Les îles elles-mêmes portent le deuil d’autres terres : l’Inde d’où sont venus les ancêtres de Raj à l’abolition de l’esclavage ; Prague d’où vient David, la Palestine où il devait aller ; l’Afrique d’où furent déportés ces esclaves « mArrOns » qui hantent la forêt – et la façon dont le père déforme le mot, reflétée par la graphie « mArrOns », signale bien à quel point on tente de rejeter ces hommes et femmes hors de l’histoire du pays, d’en faire des parias ; en assimilant les Juifs en exil à ces « mArrOns », le père exemplifie par son discours comment à leur tour ils seront relégués aux marges de l’Histoire nationale. De son côté, Le Clézio lui-même semble venir chercher à Rodrigues une origine insulaire perdue, recoudre l’histoire de ses ancêtres à la sienne, depuis le domaine mauricien d’Euréka où il n’est pas né : « maison pour moi mythique » (VAR, p. 125). À plus petite échelle, on voit lors du passage du second cyclone, dans Le Dernier frère, comment Mapou revient hanter Beau-Bassin, comment les deux temps du premier et du second cyclone viennent coexister en un même lieu :

« À l’instant même où le tonnerre a crevé, nous avions eu l’impression qu’une main géante et malfaisante venait nous enlever Vinod et Anil et que la maison de Beau-Bassin, la forêt, la prison, la nouvelle école, les longs mois depuis ce jour à Mapou, que tout cela s’était volatilisé d’un coup, et notre cœur et notre douleur étaient de nouveau à vif. C’est pour des moments pareils qu’il faudrait un mot pour dire ce qu’on devient à jamais quand on perd un frère, un fils » (p. 105).

Le deuil de Raj et sa mère reflète celui qui marque l’histoire des îles des Mascareignes ; ce deuil inscrit un temps passé dans les lieux, dans les corps aussi, fait d’eux des palimpsestes. Le lieu créole porte un tombeau : c’est d’ailleurs la visite au cimetière, sur la tombe de David, qui est l’embrayeur du récit en analepse, comme si ce récit était celui d’une histoire enfouie sous la terre. Les tombes allégorisent la dimension palimpsestique du lieu et le deuil originel qui l’a engendrée. Le cimetière devient ainsi, selon Françoise Lionnet, un lieu de « mémoires multidirectionnelles »25, à l’intersection entre les deuils de David et de Raj, ceux du peuple Juif et du peuple mauricien.

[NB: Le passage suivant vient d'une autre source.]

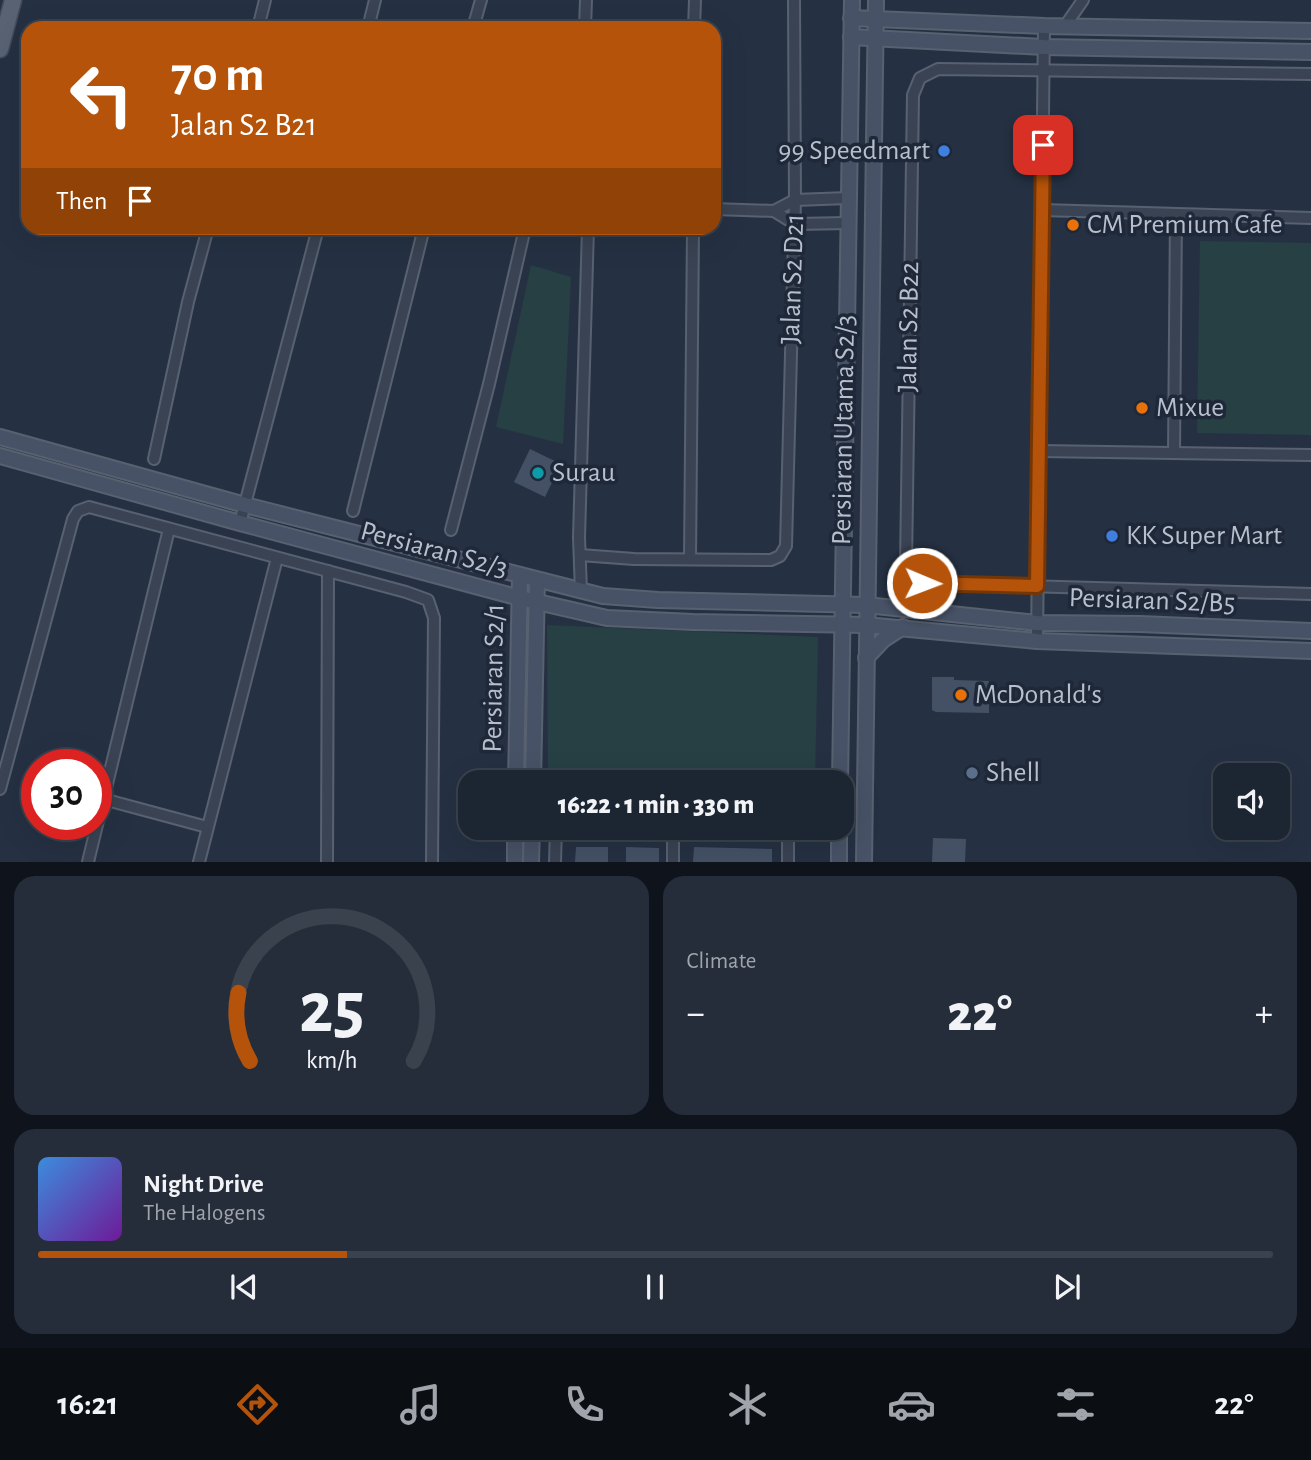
<!DOCTYPE html>
<meta charset="utf-8">
<style>
:root{--surface:#1c2532;--page:#252d3a;--text:#f1f3f6;--muted:#a0a5ac;--line:#3a424d;--accent:#b45309}
body{margin:0;font-family:"Alegreya Sans",sans-serif;background:var(--page);color:var(--text);height:100vh;display:flex;flex-direction:column;font-size:26px;white-space:nowrap}
*{box-sizing:border-box;margin:0}
p{font-size:23px;color:var(--muted)}
.icon{flex:none;width:38px;height:38px;fill:none;stroke:currentColor;stroke-width:2;stroke-linecap:round;stroke-linejoin:round}
.map{position:relative;height:862px;overflow:hidden}
.drawer{display:flex;flex-direction:column;gap:14px;padding:14px;background:#0f141c;flex:1}
.drawer>*{flex:none}
.guide{position:absolute;left:21px;top:21px;width:700px;height:214px;border-radius:21px;box-shadow:0 7px 28px #0002,0 0 0 2px var(--line);background:#b45309;color:#fff;overflow:hidden}
.fabs{position:absolute;left:1213px;top:763px;display:grid;gap:14px}
.fabs a{display:grid;place-items:center;width:77px;height:77px;border-radius:14px;background:var(--surface);box-shadow:0 7px 28px #0002,0 0 0 2px var(--line);font-size:35px}
.speed{position:absolute;left:21px;top:749px;display:flex;gap:14px;font-size:35px;font-weight:700;text-align:center}
.speed>*{display:grid;place-content:center;width:91px;height:91px;border-radius:50%;background:var(--surface);box-shadow:0 7px 28px #0002,0 0 0 2px var(--line);line-height:1}
.speed .limit{border:10px solid #d22;background:#fff;color:#111}
.pin{position:absolute;display:grid;place-items:center;width:60px;height:60px;color:#fff;margin:-30px;border-radius:14px;box-shadow:0 4px 10px #0006}
.me{position:absolute;width:77px;margin:-38px;rotate:91deg;stroke-linejoin:round;filter:drop-shadow(0 0 5px #0008)}
.turn{display:flex;align-items:center;gap:24px;height:147px;padding:0 35px;font-size:32px}
.turn .icon{width:91px;height:91px;stroke-width:2.5}
.turn b{display:block;font-size:49px;line-height:60px}
.then{display:flex;align-items:center;height:66px;padding:0 35px;background:#0003;gap:14px;font-size:26px}
.big{font-size:52px;font-weight:800;line-height:1.1}
.drawer .card{flex:1;display:flex;flex-direction:column;justify-content:center;gap:10px;min-width:0;padding:0 24px;border-radius:21px;background:var(--page)}
.drawer .dial{align-items:center;gap:0}
.dial svg{height:182px;overflow:visible;fill:none;stroke:var(--line);stroke-width:7;stroke-linecap:round;text-anchor:middle}
.dial text{fill:var(--text);stroke:none}
.song{display:flex;align-items:center;gap:21px}
.cover{width:84px;height:84px;border-radius:10px;background:linear-gradient(135deg,hsl(210 70% 55%),hsl(280 70% 35%))}
.played{height:7px;border-radius:4px;background:linear-gradient(90deg,var(--accent) 25%,var(--line) 25%)}
.keys{display:flex;justify-content:space-around;direction:ltr}
.heat{display:flex;justify-content:space-between;align-items:center;font-size:38px;direction:ltr}
.drawer .tiles{flex:1;display:grid;gap:14px;grid-template-columns:1fr 1fr}
.card:last-child{grid-column:span 2}
.trip{position:absolute;left:458px;top:770px;width:396px;height:70px;border-radius:21px;background:var(--surface);box-shadow:0 7px 28px #0002,0 0 0 2px var(--line);font-weight:800;line-height:70px;text-align:center}
.tab-bar{display:flex;height:112px;justify-content:space-around;align-items:center;background:#0b0f14;color:var(--muted)}
.tab-bar .icon{width:49px;height:49px}
.tab-bar .active{color:var(--accent)}
.tab-bar b{font-size:32px;color:var(--text)}
.map>svg:first-child{display:block}
.green{fill:#274044}
.building{fill:#445165}
.lines{fill:none;stroke-linecap:round;stroke-linejoin:round}
.street-casing{stroke:#586170;stroke-width:14}
.secondary-casing{stroke:#586170;stroke-width:18}
.primary-casing{stroke:#434c5c;stroke-width:19}
.street{stroke:#3a4353;stroke-width:10}
.secondary{stroke:#475266;stroke-width:14}
.primary{stroke:#586273;stroke-width:16}
.route-casing{stroke:#753606;stroke-width:18}
.route{stroke:#b45309;stroke-width:12}
.shop-dot{fill:#3f7fe0;stroke:#1e2838;stroke-width:2.5}
.food-dot{fill:#e8710a;stroke:#1e2838;stroke-width:2.5}
.culture-dot{fill:#0f9aa8;stroke:#1e2838;stroke-width:2.5}
.service-dot{fill:#5c6f8a;stroke:#1e2838;stroke-width:2.5}
.labels{text-anchor:middle;dominant-baseline:central;stroke-width:7;stroke-linejoin:round;paint-order:stroke}
.poi-label{font-size:28px;fill:#b7bfcd;stroke:#1e2838;text-anchor:start}
.street-label{font-size:28px;fill:#b7bfcd;stroke:#1e2838}
</style>
<div class="map">
<svg width="1311" height="862" viewBox="0 0 1311 862">
<rect width="100%" height="100%" fill="#253143"/>
<!-- green -->
<g class="green">
<path d="M1200,241L1311,243V435L1197,433Z"/>
<path d="M531,265L571,277L563,444L496,427Z"/>
<path d="M547,625L818,637L815,782H548Z"/>
</g>
<!-- building -->
<g class="building">
<path d="M530,449L561,464L545,497L514,482Z"/>
<path d="M932,677H954V680L989,681V713L936,712L932,710Z"/>
<path d="M933,838L966,839L965,862H932Z"/>
<path d="M576,847H608V862H575Z"/>
<path d="M626,847L659,848V862H626Z"/>
<path d="M694,847L772,849V862H693Z"/>
</g>
<g class="lines">
<defs>
<g id="street">
<path d="M1065,26L1083,0"/>
<path d="M258,28L265,0"/>
<path d="M368,28L375,0"/>
<path d="M473,28L481,0"/>
<path d="M585,28L586,0"/>
<path d="M694,28L695,0"/>
<path d="M1311,74L938,69L920,78L913,95L906,564L911,576L922,583L1311,594"/>
<path d="M714,209L774,211L795,200L848,198"/>
<path d="M1042,210L1311,218"/>
<path d="M774,211L795,224L848,223"/>
<path d="M1039,451L1311,455"/>
<path d="M1174,453L1176,214"/>
<path d="M154,459L188,302L208,228"/>
<path d="M353,511L424,228"/>
<path d="M240,523L318,228"/>
<path d="M451,530L489,384L525,228"/>
<path d="M580,555L634,559L771,560L780,556L786,546L795,200L794,0"/>
<path d="M690,559L693,228"/>
<path d="M581,592L579,537L588,228"/>
<path d="M1037,641L1044,26"/>
<path d="M0,789L73,519L78,511L89,507L406,592L428,600L434,618L432,862"/>
<path d="M103,799L207,827"/>
<path d="M780,828L784,829L788,837V862"/>
<path d="M88,862L169,529"/>
<path d="M199,862L277,558"/>
<path d="M327,862L328,571"/>
<path d="M555,862L556,828"/>
<path d="M673,862V828"/>
</g>
<g id="secondary">
<path d="M851,18L1044,26L1311,31"/>
<path d="M851,37L1044,47L1311,52"/>
<path d="M0,437L245,505L603,596L658,600L866,605L1037,623L1140,624L1311,631"/>
<path d="M0,456L240,523L520,598L607,618L693,622L866,625L1037,641L1311,651"/>
<path d="M866,658L883,640L903,627"/>
<path d="M516,782L520,575"/>
<path d="M533,782L537,580"/>
<path d="M840,782L852,0"/>
<path d="M515,862V828"/>
<path d="M531,862L532,828"/>
<path d="M839,862V828"/>
<path d="M864,862L876,0"/>
</g>
<path id="primary" d="M0,49L13,0"/>
</defs>
<!-- street casing -->
<use href="#street" class="street-casing"/>
<!-- secondary casing -->
<use href="#secondary" class="secondary-casing"/>
<!-- primary casing -->
<use href="#primary" class="primary-casing"/>
<!-- street -->
<use href="#street" class="street"/>
<!-- secondary -->
<use href="#secondary" class="secondary"/>
<!-- primary -->
<use href="#primary" class="primary"/>
</g>
<g class="lines">
<defs>
<path id="route" d="M922,583L1037,586L1043,145"/>
</defs>
<!-- route casing -->
<use href="#route" class="route-casing"/>
<!-- route -->
<use href="#route" class="route"/>
</g>
<!-- markers -->
<g class="shop-dot">
<circle cx="944" cy="151" r="7"/>
<circle cx="1112" cy="536" r="7"/>
</g>
<g class="food-dot">
<circle cx="1073" cy="225" r="7"/>
<circle cx="1142" cy="408" r="7"/>
<circle cx="961" cy="695" r="7"/>
</g>
<circle class="culture-dot" cx="538" cy="473" r="7"/>
<circle class="service-dot" cx="972" cy="773" r="7"/>
<g class="labels">
<!-- poi labels -->
<g class="poi-label">
<text x="930" y="151" text-anchor="end">99 Speedmart</text>
<text x="1087" y="225">CM Premium Cafe</text>
<text x="1156" y="408">Mixue</text>
<text x="552" y="473">Surau</text>
<text x="1126" y="536">KK Super Mart</text>
<text x="975" y="695">McDonald's</text>
<text x="986" y="773">Shell</text>
</g>
<!-- street labels -->
<g class="street-label">
<text transform="translate(793 279) rotate(-88)">Jalan S2 D21</text>
<text transform="translate(909 327) rotate(-89)">Jalan S2 B22</text>
<text transform="translate(844 430) rotate(-89)">Persiaran Utama S2/3</text>
<text transform="translate(434 550) rotate(15)">Persiaran S2/3</text>
<text transform="translate(1152 601) rotate(2)">Persiaran S2/B5</text>
<text transform="translate(494 678) rotate(-89)">Persiaran S2/1</text>
</g>
</g>
</svg>
<div class="fabs">
<a><svg class="icon" aria-label="sound" viewBox="0 0 24 24"><path d="M4 9h4l5-4v14l-5-4H4zM17 9q2 3 0 6"/></svg></a>
</div>
<div class="speed"><div class="limit">30</div></div>
<div class="pin" style="left:1043px;top:145px;background:#d93025"><svg class="icon" aria-label="arrive" viewBox="0 0 24 24"><path d="M6 21V4h12l-3 4 3 4H6"/></svg></div>
<svg class="me" style="left:922px;top:583px" viewBox="-20 -20 40 40"><circle r="17" fill="#b45309" stroke="#fff" stroke-width="3"/><path d="M0-11L8 9 0 5-8 9z" fill="#fff"/></svg>
<div class="trip">16:22 · 1 min · 330 m</div>
<div class="guide">
<div class="turn"><svg class="icon" aria-label="left" viewBox="0 0 24 24"><path d="M17 20v-9H6M10 6l-5 5 5 5"/></svg><div><b>70 m</b>Jalan S2 B21</div></div>
<div class="then">Then<svg class="icon" aria-label="arrive" viewBox="0 0 24 24"><path d="M6 21V4h12l-3 4 3 4H6"/></svg></div>
</div>
</div>
<section class="drawer">
<div class="tiles">
<div class="card dial"><svg viewBox="0 0 100 80">
<path d="M14 69A42 42 0 1 1 86 69"/>
<path d="M14 69A42 42 0 0 1 9 39" stroke="#b45309"/>
<text x="50" y="56" font-size="32" font-weight="700">25</text>
<text x="50" y="72" font-size="11">km/h</text>
</svg></div>
<div class="card"><p>Climate</p>
<div class="heat"><a>−</a><b class="big">22°</b><a>+</a></div>
</div>
<div class="card">
<div class="song"><i class="cover"></i><div><b>Night Drive</b><p>The Halogens</p></div></div>
<div class="played"></div>
<div class="keys"><svg class="icon" aria-label="previous" viewBox="0 0 24 24"><path d="M18 5L8 12l10 7zM5 5v14"/></svg><svg class="icon" aria-label="pause" viewBox="0 0 24 24"><path d="M8 5v14M16 5v14"/></svg><svg class="icon" aria-label="next" viewBox="0 0 24 24"><path d="M6 5l10 7-10 7zM19 5v14"/></svg></div>
</div>
</div>
</section>
<nav class="tab-bar">
<b>16:21</b>
<svg class="icon active" aria-label="directions" viewBox="0 0 24 24"><path d="M12 3l9 9-9 9-9-9zM9 14v-3h6M13 9l2 2-2 2"/></svg>
<svg class="icon" aria-label="music" viewBox="0 0 24 24"><path d="M9 18V5l10-2v13"/><circle cx="6" cy="18" r="3"/><circle cx="16" cy="16" r="3"/></svg>
<svg class="icon" aria-label="phone" viewBox="0 0 24 24"><path d="M5 4h4l2 5-3 2q2 4 5 5l2-3 5 2v4C11 20 4 13 5 4z"/></svg>
<svg class="icon" aria-label="climate" viewBox="0 0 24 24"><path d="M12 3v18M4 7l16 10M4 17L20 7"/></svg>
<svg class="icon" aria-label="car" viewBox="0 0 24 24"><path d="M5 17H2v-5l4-1 3-4h7l3 4 3 1v5h-3M9 17h6M6 11h13"/><circle cx="7" cy="17" r="2"/><circle cx="17" cy="17" r="2"/></svg>
<svg class="icon" aria-label="filters" viewBox="0 0 24 24"><path d="M4 7h16M4 17h16"/><circle cx="9" cy="7" r="2"/><circle cx="15" cy="17" r="2"/></svg>
<b>22°</b>
</nav>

Car le lieu dont Maurice et Rodrigues portent le deuil est bien un lieu d’origine, historique comme l’Inde, l’Afrique ou Prague mais aussi mythique : l’Eretz dont rêvent David et les autres Juifs emprisonnés, terre promise, figure l’Eden originel ; la Lémurie, continent mythique à l’origine des Mascareignes vers lequel fait signe le paysage de Rodrigues26 ; ou encore simplement une Rodrigues mythique, celle que le Corsaire inconnu puis le chercheur d’or ont parcourue, et qui hante l’île que foule le narrateur. L’île porte ainsi le tombeau d’un lieu rêvé :

« […] il allait rentrer maintenant car là-bas, à la prison, ils attendaient le départ vers Eretz. Ma mère répéta en fronçant les sourcils Eretz ? David fit alors un geste très curieux. Il enfonça deux doigts dans le sol et, les ramenant couverts de terre sur sa poitrine, là où battait son cœur, il dit Eretz » (DFp. 138).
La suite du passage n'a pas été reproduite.